The foundation has a southern African chapter based in South Africa and is run by its Executive Vice President, Bafana Kubheka. He visited Windhoek to participate as a presenter at the breakfast, introducing the entrepreneurs to an alternative form of funding. At the same event, a dedicated, local digital portal, namibiaentrepreneurs.com was launched. This website is exclusively for young entrepreneurs looking for the ever-elusive funding of their business plans.
The Wadhwani Foundation is the creation of Dr Rimesh Wadhwani, a Silicon Valley investor who now takes funding opportunities across the world through his foundation.

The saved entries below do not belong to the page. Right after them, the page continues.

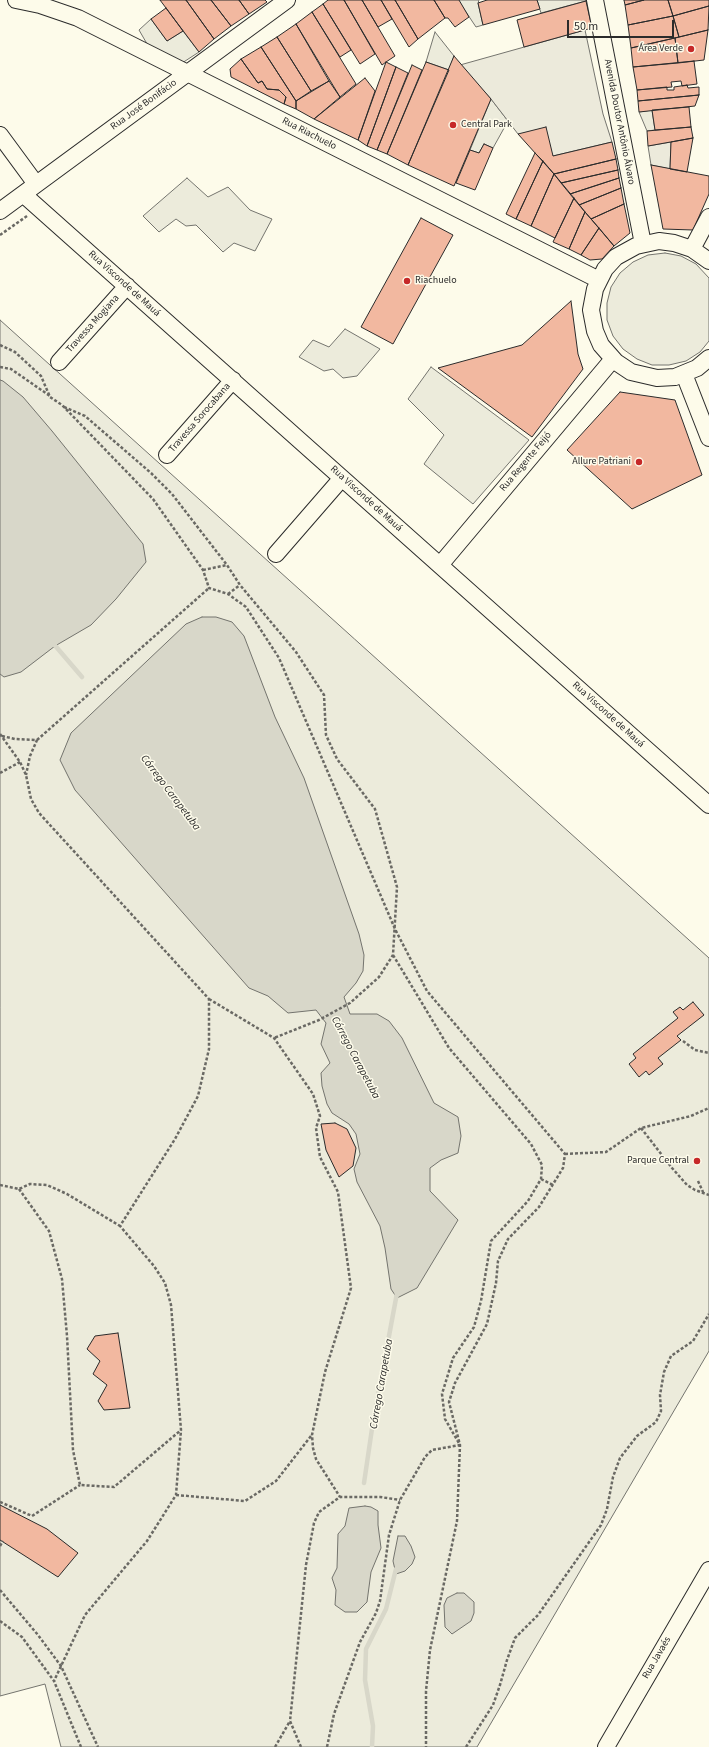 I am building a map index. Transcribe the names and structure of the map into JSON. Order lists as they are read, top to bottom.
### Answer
{
  "streets": {
    "street": [
      "Rua José Bonifácio",
      "Avenida Doutor Antônio Álvaro",
      "Rua Riachuelo",
      "Rua Visconde de Mauá",
      "Travessa Mogiana",
      "Travessa Sorocabana",
      "Rua Regente Feijó",
      "Rua Javaés"
    ]
  },
  "crossings": [
    ["Rua José Bonifácio", "Rua Riachuelo"],
    ["Rua José Bonifácio", "Rua Visconde de Mauá"],
    ["Rua Visconde de Mauá", "Travessa Mogiana"],
    ["Rua Visconde de Mauá", "Travessa Sorocabana"],
    ["Rua Visconde de Mauá", "Rua Regente Feijó"]
  ],
  "water": ["Córrego Carapetuba"],
  "places": [
    "Área Verde",
    "Central Park",
    "Riachuelo",
    "Allure Patriani",
    "Parque Central"
  ],
  "scale_bar": "50 m"
}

Working together with its Namibian partners running the entrepreneurial website, it offers funding accompanied by training and mentoring.
The director of UNAM’s Business School, Professor Grafton Whyte said a lot is happening in the local entrepreneurial space but efforts are fragmented and there is no entrepreneurial ecosystem.
“With this portal we want bring together different stakeholders for the benefit of entrepreneurs and provide a toolbox for start-ups,” he said.
Through a partnership with the Wadhwani Foundation, the website known as Namibia Entrepreneurs, offers mentoring, training and funding to students who want to start a company.
“Wadhwani will work with Namibia Entrepreneurs by supporting young Namibians and early-stage enterprises with mentoring, learning tools and investor connects,’ said Kubheka.
Prof Whyte said they are targetting 10% of new graduates every year, adding that Namibia’s tertiary institutions produce about 10,000 graduated new jobseekers every year in a job market that already suffers from a 43% unemployment rate in the age group 15 to 34.
The director of the Financial Literacy Initiative, Francois Brandt, announced at the breakfast that this year’s Start-up Festival will be held over two days at the end of June with the UNAM Business School as partner for a symposium to promote entrepreneurship.
Caption: From the left, Prof Grafton Whyte of the UNAM Business School, Bafana Kubheka of the Wadhwani Foundation and Francois Brandt of the Financial Literacy Initiative.